Police Use High-Tech Lures to Reel in Bike Thieves
The New York Times: Police Use High-Tech Lures to Reel in Bike Thieves
By MATT RICHTEL
MAY 27, 2014
SAN FRANCISCO — Officer Matt Friedman fights crime with modern tools: Twitter, which he uses to publicize pictures of suspects and convicted criminals, and a GPS device, which he uses to track down stolen property.
In both cases, his lure is stolen bicycles — including the “bait bikes” that have recently been seeded throughout the city to tempt potential thieves. Equipped with GPS technology, the bicycles, which exist to be stolen, can be tracked down in real time and the thieves can be arrested. Then their photographs are posted to Twitter from the handle @SFPDBikeTheft. The bait bikes are of high value, to ensure that people caught taking them are charged with a felony.
Recently, for example, a thief took a $1,500 bicycle from outside a train stop and pedaled off into the sunset. But 30 minutes later, Officer Friedman and his team, having tracked the bike, converged on the rider at a park.
“You should have seen his face — he thought he was in the clear,” said Officer Friedman, 41, who carries a .40-caliber Sig Sauer semiautomatic and an iPhone 5, which he used that day to take a picture of the severed bike lock. He then posted an image on Twitter with the message: Thank You 4 Taking Our Bait Bike.
This is what it looks like when the police in San Francisco decide to apply high-tech tactics, including using social media, to an urban nuisance. Bike theft here has soared in recent years, up 70 percent from 2006 to 2012, a year in which about 4,035 bicycles were taken, according to the latest estimate by the city.
The rash in thefts owes to the increase of bikers and their fancy two-wheelers. These are not your childhood Schwinns with banana seats, but $1,500 or more (sometimes $10,000) technical marvels, celebrated in this ecologically devout, outdoorsy tech culture like an iPad mated with a Tesla. Bikes can be all too easily snagged from outside offices or inside garages, then resold in flea markets or chopped up and sold piecemeal. Often, the police say, the culprits are drug addicts in need of a quick fix.
The proliferation of bikes was in part fostered by the city: In 2009, San Francisco embarked on a five-year plan to make itself more bike accessible, adding bike lanes and issuing safety messages. The changes were welcome in a city that has great biking weather, limited parking and a hip, young population that views pumping up steep hills on a titanium road horse as a healthy and calorie-burning commute.
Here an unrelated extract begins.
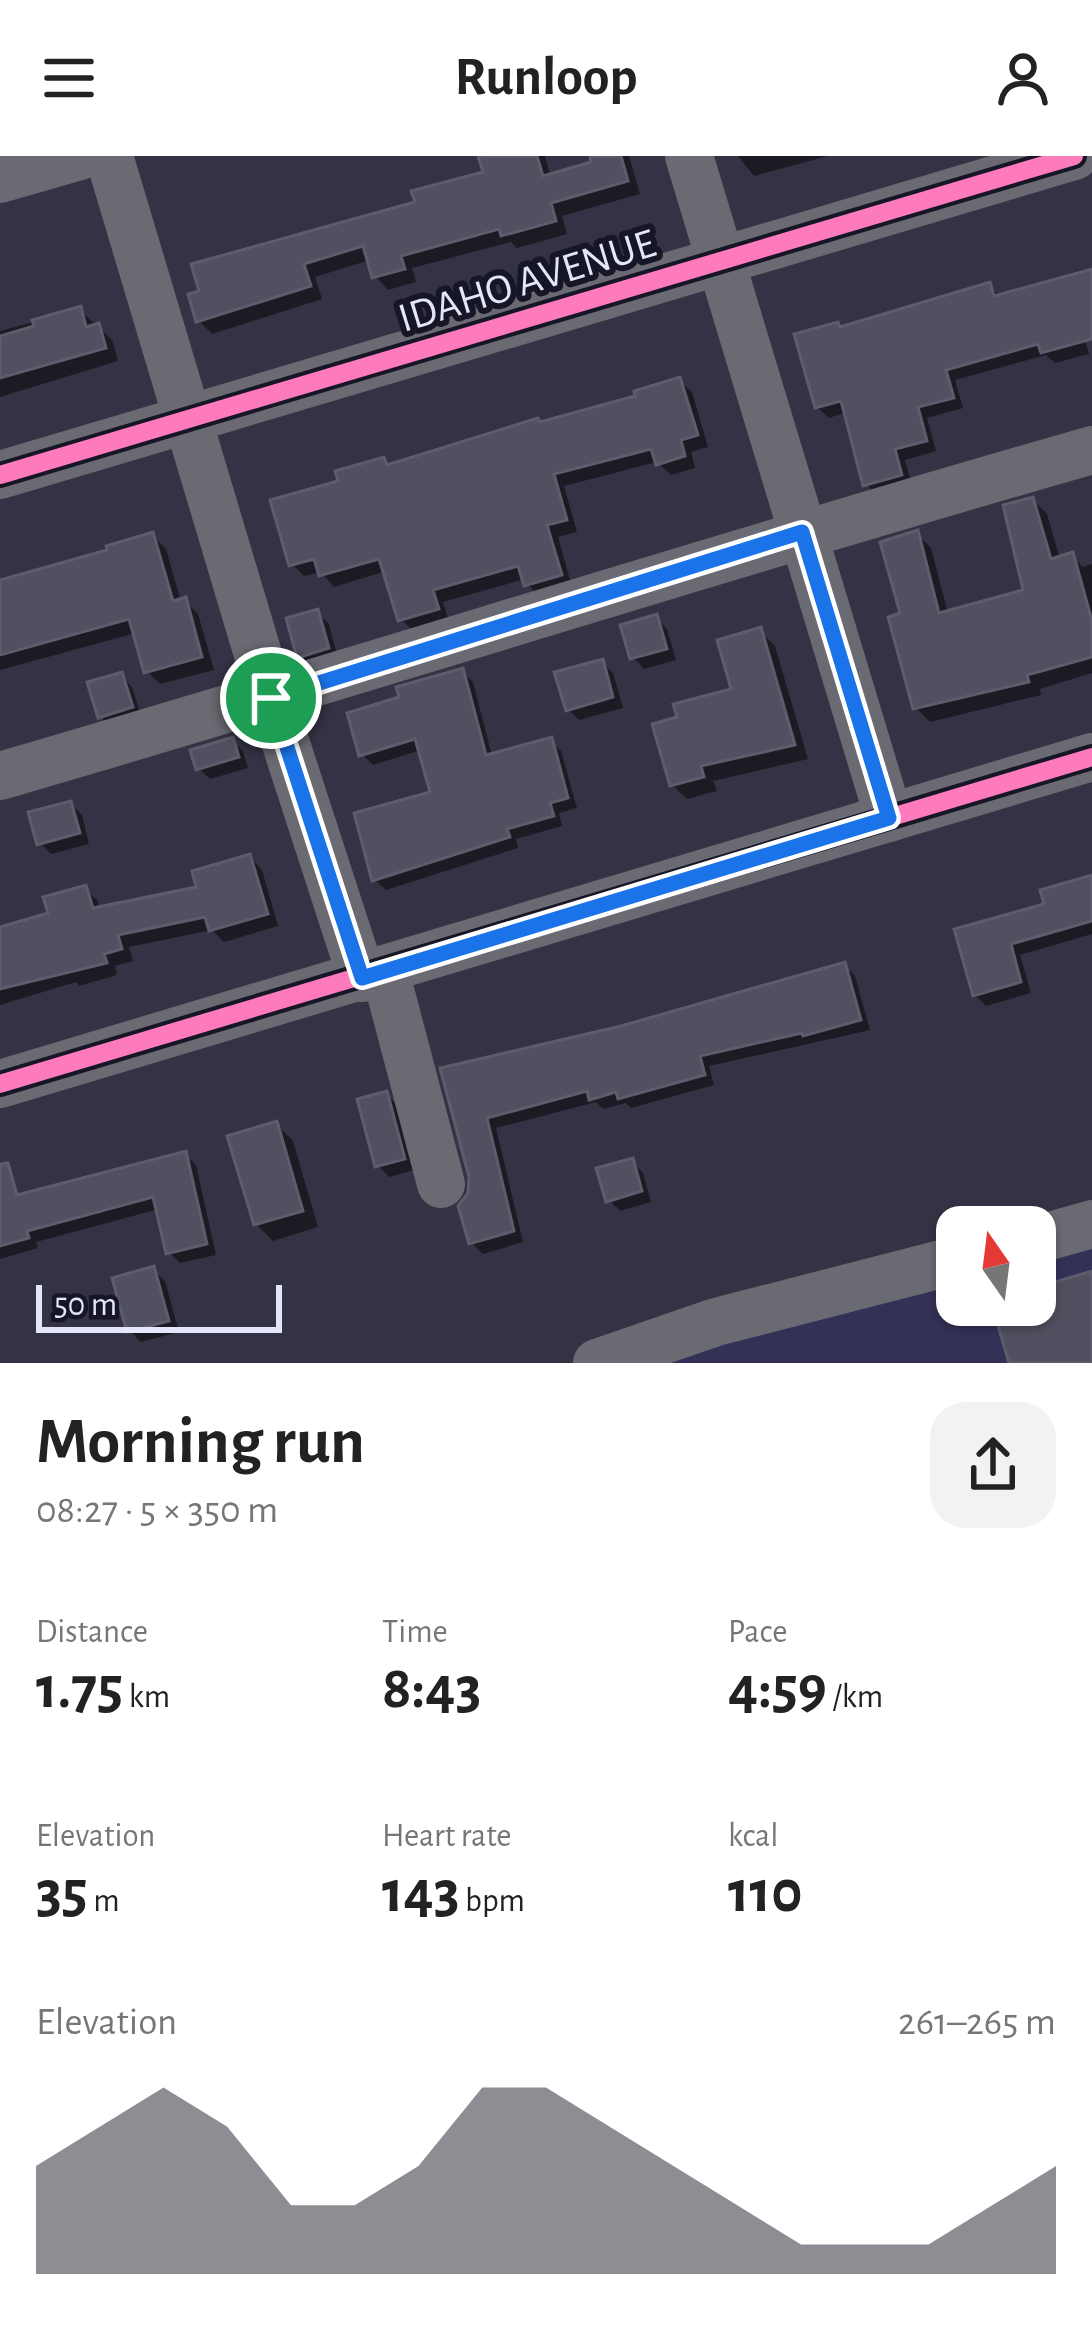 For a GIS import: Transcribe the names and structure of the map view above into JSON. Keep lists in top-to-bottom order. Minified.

The growing popularity nationwide of commuting by bicycle is also playing a part. The Census Bureau recently reported a 60 percent increase in the number of Americans who bike to work from 2000 to the survey period, 2008-12. In that survey, San Francisco tied for fifth (with Seattle) with 3.4 percent of workers commuting by bike; city officials say figures show a 75 percent increase in bike commuting since 2000.
Last summer, the San Francisco Board of Supervisors approved $75,000 to support local efforts against bike theft — including money for bait bikes and tracking equipment — and the effort got into full swing this year. Officer Friedman is the head of the department’s de facto anti-bike-theft unit, based at the Park Station, which encompasses the storied hippie neighborhood of Haight-Ashbury (explaining why Officer Friedman’s new unit logo is a Grateful Dead-like skeleton riding a bike).
The bait bike program is not unique to San Francisco; various cities and college campuses have been busy adopting them. The programs are meant both to get thieves off the street and to act as a deterrent, making prospective criminals unsure which bike might be bait and not bounty.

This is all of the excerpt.